Hive is implemented in three roles:
  • Hive metastore - Provides metastore services when Hive is configured with a remote metastore.

    Cloudera recommends using a remote Hive metastore, especially for CDH 4.2 or higher. Because the remote metastore is recommended, Cloudera Manager treats the Hive Metastore Server as a required role for all Hive services. A remote metastore provides the following benefits:

    • The Hive metastore database password and JDBC drivers do not need to be shared with every Hive client; only the Hive Metastore Server does. Sharing passwords with many hosts is a security issue.
    • You can control activity on the Hive metastore database. To stop all activity on the database, stop the Hive Metastore Server. This makes it easy to back up and upgrade, which require all Hive activity to stop.
    See Configuring the Hive Metastore (CDH 4) or Configuring the Hive Metastore (CDH 5).
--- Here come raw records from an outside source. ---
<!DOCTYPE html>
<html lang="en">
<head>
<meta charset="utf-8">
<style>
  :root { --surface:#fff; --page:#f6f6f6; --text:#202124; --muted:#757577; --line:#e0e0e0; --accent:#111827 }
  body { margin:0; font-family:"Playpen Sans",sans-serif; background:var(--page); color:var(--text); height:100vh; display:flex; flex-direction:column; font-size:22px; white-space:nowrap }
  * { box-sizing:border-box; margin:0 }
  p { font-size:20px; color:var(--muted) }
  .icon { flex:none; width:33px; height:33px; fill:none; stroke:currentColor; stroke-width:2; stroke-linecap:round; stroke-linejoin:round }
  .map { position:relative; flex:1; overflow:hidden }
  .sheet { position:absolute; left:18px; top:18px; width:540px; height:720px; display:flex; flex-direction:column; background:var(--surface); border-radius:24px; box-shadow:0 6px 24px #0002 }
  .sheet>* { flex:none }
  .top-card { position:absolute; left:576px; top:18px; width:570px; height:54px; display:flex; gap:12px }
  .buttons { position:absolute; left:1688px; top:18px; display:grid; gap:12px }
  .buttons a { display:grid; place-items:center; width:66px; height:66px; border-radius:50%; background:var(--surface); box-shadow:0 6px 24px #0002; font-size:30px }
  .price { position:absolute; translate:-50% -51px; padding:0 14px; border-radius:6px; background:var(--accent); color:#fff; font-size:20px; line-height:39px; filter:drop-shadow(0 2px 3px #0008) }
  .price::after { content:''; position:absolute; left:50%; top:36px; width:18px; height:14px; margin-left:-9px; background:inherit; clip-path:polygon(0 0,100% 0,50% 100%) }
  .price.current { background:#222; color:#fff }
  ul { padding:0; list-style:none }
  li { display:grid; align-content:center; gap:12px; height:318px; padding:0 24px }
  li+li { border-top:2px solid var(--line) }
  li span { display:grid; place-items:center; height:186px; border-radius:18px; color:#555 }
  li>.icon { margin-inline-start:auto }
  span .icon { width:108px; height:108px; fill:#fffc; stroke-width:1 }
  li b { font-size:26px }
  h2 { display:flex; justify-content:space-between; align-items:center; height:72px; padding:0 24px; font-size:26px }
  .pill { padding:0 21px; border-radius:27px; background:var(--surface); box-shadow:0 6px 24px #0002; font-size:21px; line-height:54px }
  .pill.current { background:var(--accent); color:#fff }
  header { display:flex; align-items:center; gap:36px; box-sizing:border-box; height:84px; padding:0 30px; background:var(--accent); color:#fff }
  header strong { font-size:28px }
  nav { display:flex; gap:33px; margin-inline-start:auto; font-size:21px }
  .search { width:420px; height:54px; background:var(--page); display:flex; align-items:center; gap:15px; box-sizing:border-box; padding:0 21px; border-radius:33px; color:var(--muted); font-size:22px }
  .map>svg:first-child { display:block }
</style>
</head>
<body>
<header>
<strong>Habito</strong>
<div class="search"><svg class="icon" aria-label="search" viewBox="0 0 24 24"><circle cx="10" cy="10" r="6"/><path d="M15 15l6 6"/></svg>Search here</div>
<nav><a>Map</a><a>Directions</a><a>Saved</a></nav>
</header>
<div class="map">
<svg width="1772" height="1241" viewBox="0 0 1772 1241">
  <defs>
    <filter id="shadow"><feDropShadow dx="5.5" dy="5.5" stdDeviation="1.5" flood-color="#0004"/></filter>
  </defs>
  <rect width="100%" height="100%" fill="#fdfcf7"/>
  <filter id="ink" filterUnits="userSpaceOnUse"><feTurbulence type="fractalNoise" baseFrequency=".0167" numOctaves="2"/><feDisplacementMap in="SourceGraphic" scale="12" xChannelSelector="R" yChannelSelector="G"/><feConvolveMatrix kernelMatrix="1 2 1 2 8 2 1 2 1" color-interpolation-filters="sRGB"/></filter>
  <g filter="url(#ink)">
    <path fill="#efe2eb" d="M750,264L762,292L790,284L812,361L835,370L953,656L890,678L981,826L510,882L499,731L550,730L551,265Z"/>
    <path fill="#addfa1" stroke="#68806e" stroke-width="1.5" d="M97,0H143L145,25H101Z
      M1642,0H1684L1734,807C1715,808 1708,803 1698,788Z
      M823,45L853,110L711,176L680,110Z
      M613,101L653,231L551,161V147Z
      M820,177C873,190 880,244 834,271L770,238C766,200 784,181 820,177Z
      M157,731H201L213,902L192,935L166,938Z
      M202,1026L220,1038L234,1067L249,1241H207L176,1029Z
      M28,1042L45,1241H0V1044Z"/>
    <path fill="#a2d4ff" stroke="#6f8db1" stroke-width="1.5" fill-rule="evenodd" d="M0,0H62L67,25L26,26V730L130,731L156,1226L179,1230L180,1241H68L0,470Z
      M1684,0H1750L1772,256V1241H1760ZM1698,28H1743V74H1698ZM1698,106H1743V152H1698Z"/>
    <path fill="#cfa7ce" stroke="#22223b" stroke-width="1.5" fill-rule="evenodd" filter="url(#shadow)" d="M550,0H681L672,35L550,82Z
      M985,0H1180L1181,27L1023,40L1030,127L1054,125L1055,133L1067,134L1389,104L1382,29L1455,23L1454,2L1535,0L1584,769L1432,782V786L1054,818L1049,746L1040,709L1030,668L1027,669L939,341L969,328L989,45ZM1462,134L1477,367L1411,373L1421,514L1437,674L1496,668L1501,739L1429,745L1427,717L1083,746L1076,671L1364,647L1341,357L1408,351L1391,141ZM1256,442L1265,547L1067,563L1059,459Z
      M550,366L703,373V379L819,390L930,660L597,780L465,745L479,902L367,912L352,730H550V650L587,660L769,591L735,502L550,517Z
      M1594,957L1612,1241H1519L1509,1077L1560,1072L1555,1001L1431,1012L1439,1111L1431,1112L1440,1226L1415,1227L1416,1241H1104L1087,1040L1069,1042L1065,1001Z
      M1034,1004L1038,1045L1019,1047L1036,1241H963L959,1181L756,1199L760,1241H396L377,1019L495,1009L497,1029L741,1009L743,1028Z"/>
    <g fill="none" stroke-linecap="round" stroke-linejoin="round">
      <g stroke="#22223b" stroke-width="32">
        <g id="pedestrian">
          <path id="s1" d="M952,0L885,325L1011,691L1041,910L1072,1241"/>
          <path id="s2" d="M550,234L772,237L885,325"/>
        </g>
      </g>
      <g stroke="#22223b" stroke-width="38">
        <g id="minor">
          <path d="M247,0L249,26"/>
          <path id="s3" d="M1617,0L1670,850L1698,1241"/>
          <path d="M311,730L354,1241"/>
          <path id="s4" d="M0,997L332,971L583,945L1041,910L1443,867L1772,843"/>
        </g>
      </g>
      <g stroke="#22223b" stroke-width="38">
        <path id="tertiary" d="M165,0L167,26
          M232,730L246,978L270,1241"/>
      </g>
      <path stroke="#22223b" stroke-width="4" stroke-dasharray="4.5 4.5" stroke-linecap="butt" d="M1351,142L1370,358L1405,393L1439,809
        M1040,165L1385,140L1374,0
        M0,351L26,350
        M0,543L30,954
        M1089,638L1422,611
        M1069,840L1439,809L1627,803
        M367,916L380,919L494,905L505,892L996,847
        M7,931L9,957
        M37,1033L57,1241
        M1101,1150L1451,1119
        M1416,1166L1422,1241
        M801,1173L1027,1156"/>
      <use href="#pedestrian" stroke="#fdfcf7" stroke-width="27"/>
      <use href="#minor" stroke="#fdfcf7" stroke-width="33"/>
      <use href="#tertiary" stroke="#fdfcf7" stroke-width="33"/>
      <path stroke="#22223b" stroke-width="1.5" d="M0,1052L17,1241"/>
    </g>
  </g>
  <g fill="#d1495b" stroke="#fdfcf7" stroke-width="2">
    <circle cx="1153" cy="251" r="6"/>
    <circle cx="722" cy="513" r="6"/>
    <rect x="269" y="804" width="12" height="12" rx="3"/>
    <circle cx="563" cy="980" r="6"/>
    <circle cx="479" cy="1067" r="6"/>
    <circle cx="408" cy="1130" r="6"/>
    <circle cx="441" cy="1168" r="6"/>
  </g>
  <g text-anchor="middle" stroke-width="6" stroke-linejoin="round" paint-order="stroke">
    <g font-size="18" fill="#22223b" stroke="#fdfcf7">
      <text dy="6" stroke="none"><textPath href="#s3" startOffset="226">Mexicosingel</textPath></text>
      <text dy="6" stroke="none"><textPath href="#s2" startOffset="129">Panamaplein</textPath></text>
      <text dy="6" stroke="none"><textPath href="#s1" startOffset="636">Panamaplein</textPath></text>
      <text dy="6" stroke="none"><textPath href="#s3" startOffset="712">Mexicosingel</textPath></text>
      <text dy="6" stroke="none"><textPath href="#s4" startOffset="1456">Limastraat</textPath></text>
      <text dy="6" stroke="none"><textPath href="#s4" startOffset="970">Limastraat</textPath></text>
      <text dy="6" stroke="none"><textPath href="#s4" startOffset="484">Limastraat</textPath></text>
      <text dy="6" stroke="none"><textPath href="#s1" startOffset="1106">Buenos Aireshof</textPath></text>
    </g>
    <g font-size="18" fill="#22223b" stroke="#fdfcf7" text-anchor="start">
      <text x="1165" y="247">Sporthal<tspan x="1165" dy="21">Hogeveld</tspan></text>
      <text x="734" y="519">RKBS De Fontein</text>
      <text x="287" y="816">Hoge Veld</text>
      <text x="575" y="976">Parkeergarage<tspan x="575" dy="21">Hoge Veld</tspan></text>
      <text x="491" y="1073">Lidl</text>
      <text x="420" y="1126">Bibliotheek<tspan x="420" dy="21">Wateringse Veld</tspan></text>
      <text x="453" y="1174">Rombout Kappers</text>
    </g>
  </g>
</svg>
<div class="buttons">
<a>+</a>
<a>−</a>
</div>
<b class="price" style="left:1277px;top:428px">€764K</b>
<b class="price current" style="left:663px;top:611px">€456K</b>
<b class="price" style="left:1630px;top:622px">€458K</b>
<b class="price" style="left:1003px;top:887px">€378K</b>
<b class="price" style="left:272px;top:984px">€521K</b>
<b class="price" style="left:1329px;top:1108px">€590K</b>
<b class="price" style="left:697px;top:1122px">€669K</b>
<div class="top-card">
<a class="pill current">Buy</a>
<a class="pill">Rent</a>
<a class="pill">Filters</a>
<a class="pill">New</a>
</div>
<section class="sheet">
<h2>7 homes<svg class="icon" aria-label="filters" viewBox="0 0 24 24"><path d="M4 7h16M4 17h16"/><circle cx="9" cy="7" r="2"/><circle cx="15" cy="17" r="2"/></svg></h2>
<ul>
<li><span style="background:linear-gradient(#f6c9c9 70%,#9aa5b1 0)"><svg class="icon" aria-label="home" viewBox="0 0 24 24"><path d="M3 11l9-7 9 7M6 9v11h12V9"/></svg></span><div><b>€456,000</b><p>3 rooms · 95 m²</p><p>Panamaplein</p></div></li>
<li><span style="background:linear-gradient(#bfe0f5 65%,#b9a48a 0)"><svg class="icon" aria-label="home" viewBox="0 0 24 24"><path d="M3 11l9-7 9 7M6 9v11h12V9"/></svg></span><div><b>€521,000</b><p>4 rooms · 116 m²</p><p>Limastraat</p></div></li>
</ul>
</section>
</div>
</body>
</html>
    For information about configuring a remote Hive metastore database with Cloudera Manager, see Cloudera Manager and Managed Service Datastores. To configure high availability for the Hive metastore, see Hive Metastore High Availability.

  • HiveServer2 - Enables remote clients to run Hive queries, and supports a Thrift API tailored for JDBC and ODBC clients, Kerberos authentication, and multi-client concurrency. A CLI named Beeline is also included. See HiveServer2 documentation (CDH 4) or HiveServer2 documentation (CDH 5) for more information.
  • WebHCat - HCatalog is a table and storage management layer for Hadoop that makes the same table information available to Hive, Pig, MapReduce, and Sqoop. Table definitions are maintained in the Hive metastore, which HCatalog requires. WebHCat allows you to access HCatalog using an HTTP (REST style) interface.

Hive Execution Engines

Hive in CDH supports two execution engines: MapReduce and Spark. To configure an execution engine perform one of following steps:
  • Beeline - (Can be set per query) Run the set hive.execution.engine=engine command, where engine is either mr or spark. The default is mr. For example:
    set hive.execution.engine=spark;
    To determine the current setting, run
    set hive.execution.engine;
  • Cloudera Manager (Affects all queries, not recommended).
    1. Go to the Hive service.
    2. Click the Configuration tab.
    3. Search for "execution".
    4. Set the Default Execution Engine property to MapReduce or Spark. The default is MapReduce.
    5. Click Save Changes to commit the changes.
    6. Return to the Home page by clicking the Cloudera Manager logo.
    7. Click to invoke the cluster restart wizard.
    8. Click Restart Stale Services.
    9. Click Restart Now.
    10. Click Finish.

Transaction (ACID) Support in Hive

The CDH distribution of Hive does not support transactions (HIVE-5317). Currently, transaction support in Hive is an experimental feature that only works with the ORC file format. Cloudera recommends using the Parquet file format, which works across many tools. Merge updates in Hive tables using existing functionality, including statements such as INSERT, INSERT OVERWRITE, and CREATE TABLE AS SELECT.